USB devices are harbouring a security defect that could mean that computer users the world over can “never trust anything anymore” when plugging in an “innocent” memory stick.
Related: USB drives used to rob cash machines
Security experts speaking at the annual Black Hat conference in Las Vegas explained that a flaw within USB devices means they can be used to exploit PCs even though they may appear to be completely blank.
"It may not be the end of the world today," Karsten Nohl told journalists, according to the BBC, "but it will affect us, a little bit, every day, for the next 10 years. Basically, you can never trust anything anymore after plugging in a USB stick."
The flaw affects a small chip inside a USB device that “tells” the computer what the device is and this can be changed in order to trick the PC into thinking the device is anything from a smartphone or tablet to a keyboard or other input peripheral.

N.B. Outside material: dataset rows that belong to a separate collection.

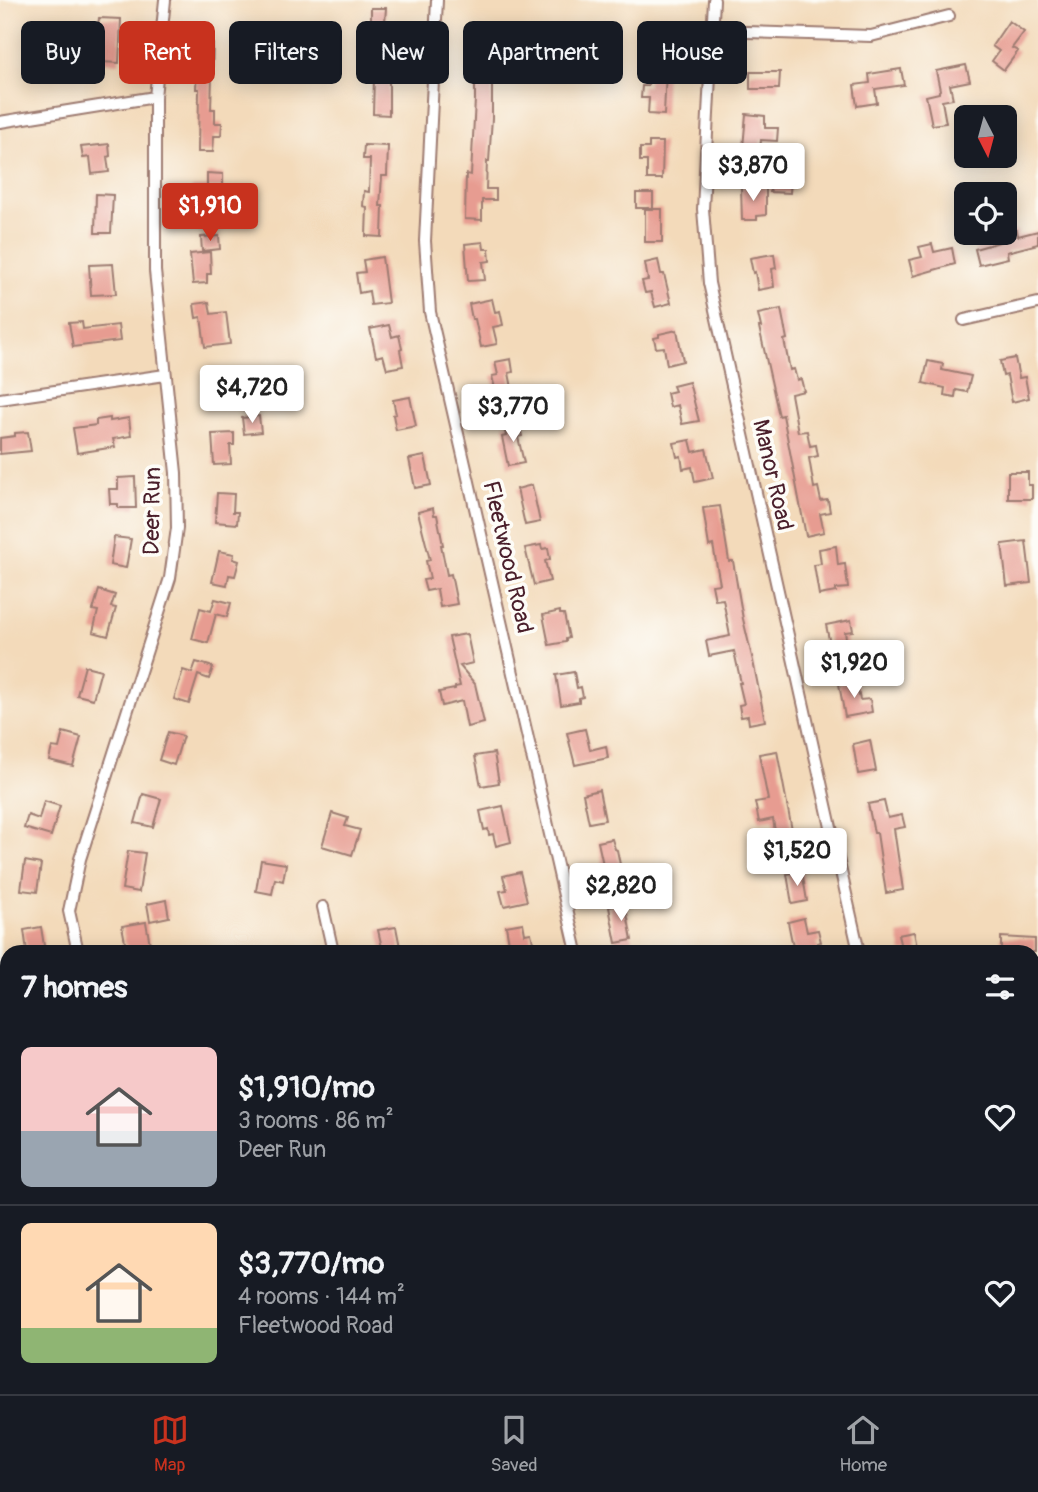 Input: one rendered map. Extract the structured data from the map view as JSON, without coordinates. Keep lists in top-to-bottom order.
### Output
{
  "streets": {
    "street": ["Manor Road", "Deer Run", "Fleetwood Road"]
  },
  "north": "bottom",
  "page": {
    "chip": [
      "Buy",
      "Rent",
      "Filters",
      "New",
      "Apartment",
      "House"
    ],
    "price": [
      "$3,870",
      "$1,910",
      "$4,720",
      "$3,770",
      "$1,920",
      "$1,520",
      "$2,820"
    ],
    "heading": "7 homes",
    "list": [
      {
        "name": "$1,910/mo",
        "note": "3 rooms · 86 m² · Deer Run"
      },
      {
        "name": "$3,770/mo",
        "note": "4 rooms · 144 m² · Fleetwood Road"
      }
    ],
    "tabs": ["Map", "Saved", "Home"]
  }
}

One demo shown off by Nohl and his fellow expert Jakob Lell demonstrated that a normal USB drive being inserted into a computer can use malicious code planted on the stick to trick the computer into thinking a keyboard has been plugged in. After a few moments the “keyboard” was able to type in commands and tell the PC to download a malicious program from the Internet.
The BBC was shown another instance when a Samsung smartphone was plugged into a PC and once connected it masqueraded as a network card that meant when a user accessed the Internet their browsing was hijacked. In this case, an illicit version of PayPal was created and the login details stolen.

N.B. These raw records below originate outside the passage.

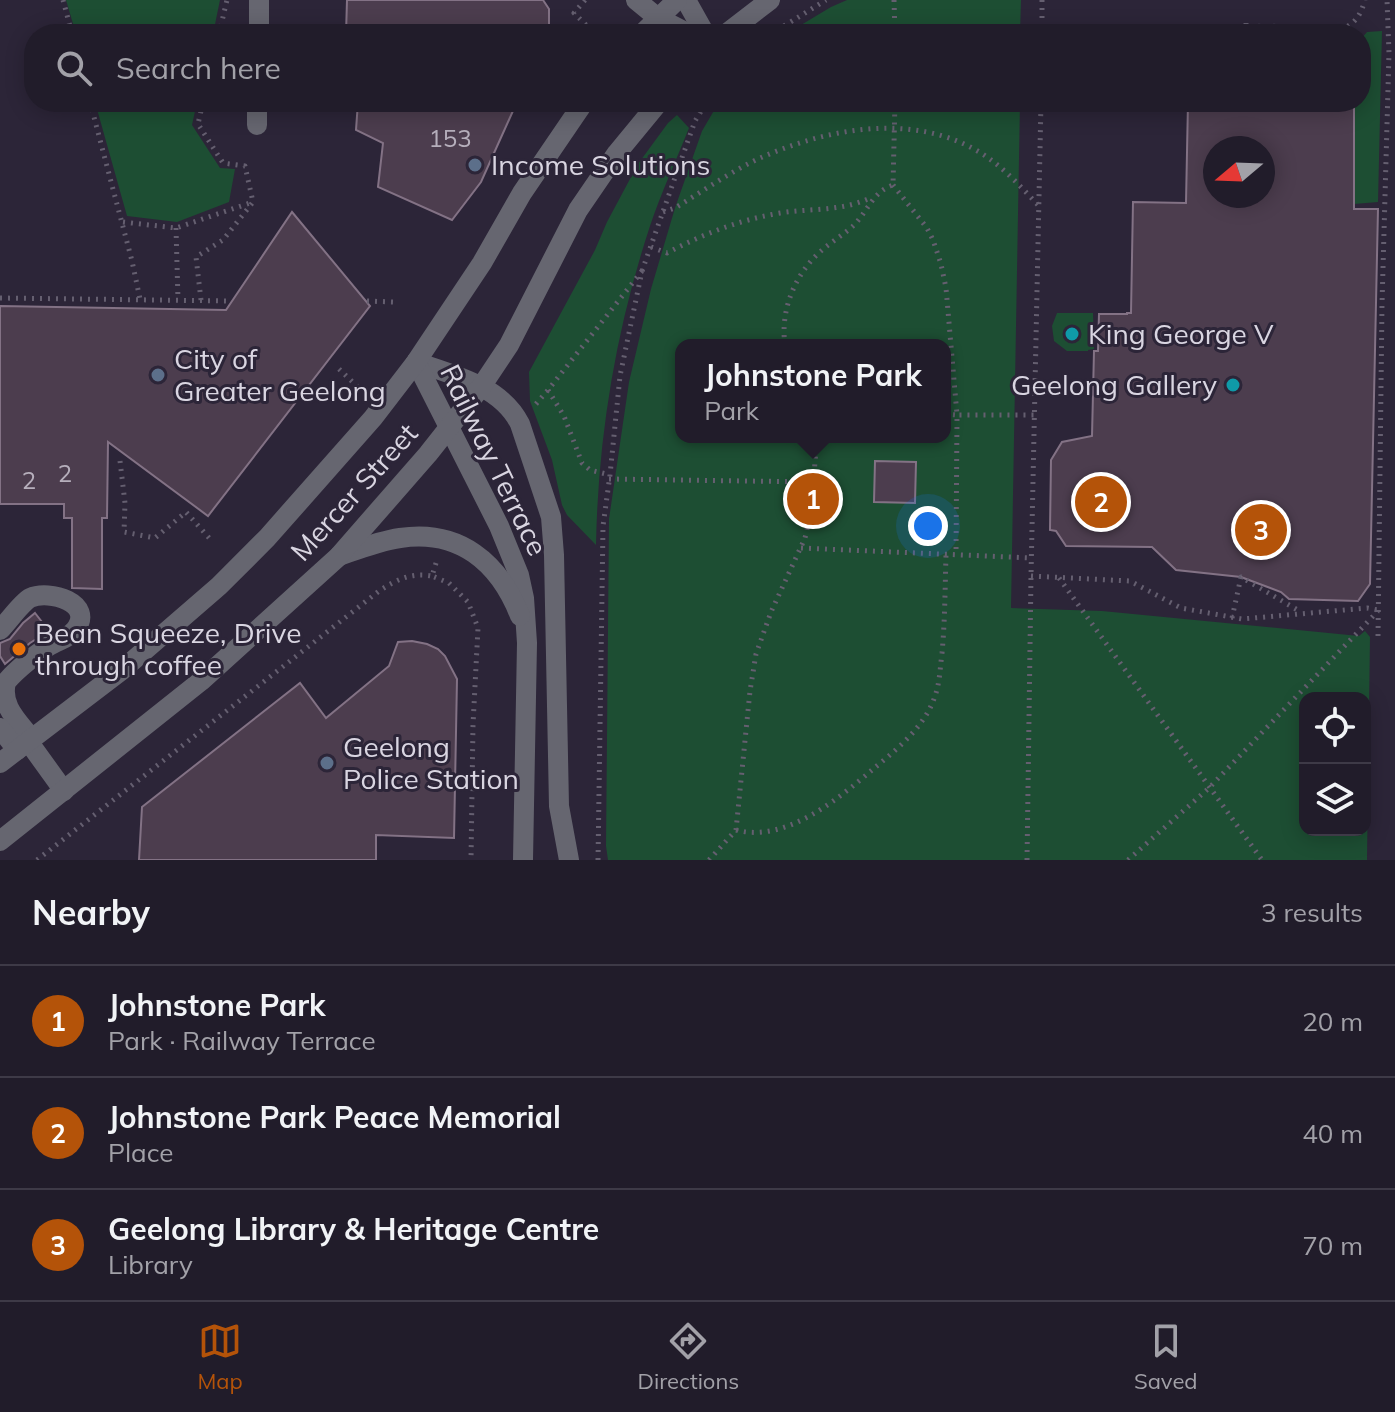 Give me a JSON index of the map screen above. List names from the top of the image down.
{
  "streets": {
    "street": ["Railway Terrace", "Mercer Street"]
  },
  "crossings": [
    ["Railway Terrace", "Mercer Street"]
  ],
  "places": [
    "Income Solutions",
    "King George V",
    "City of Greater Geelong",
    "Geelong Gallery",
    "Bean Squeeze, Drive through coffee",
    "Geelong Police Station"
  ],
  "house_numbers": ["153", "2", "2"],
  "north": "left",
  "page": {
    "search": "Search here",
    "popup": ["Johnstone Park", "Park"],
    "pins": ["1", "2", "3"],
    "heading": ["Nearby", "3 results"],
    "list": [
      {
        "mark": "1",
        "name": "Johnstone Park",
        "note": "Park · Railway Terrace",
        "value": "20 m"
      },
      {
        "mark": "2",
        "name": "Johnstone Park Peace Memorial",
        "note": "Place",
        "value": "40 m"
      },
      {
        "mark": "3",
        "name": "Geelong Library & Heritage Centre",
        "note": "Library",
        "value": "70 m"
      }
    ],
    "nav": ["Map", "Directions", "Saved"]
  }
}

Even when a USB device has been formatted it can still harbour the malware and both Nohl and other security researchers are urging extreme caution when plugging any USB devices into a machine.
"USB is ubiquitous across all devices," Mike McLaughlin, security researcher at First Base Technologies, stated. "It comes down to the same old saying - don't plug things in that you don't trust. Any business should always have policies in place regarding USB devices and USB drives. Businesses should stop using them if needed."
Nohl added that the approach to USB among every computer user “will have to change” and device manufacturers will be scrabbling to patch up this flaw before it causes more problems.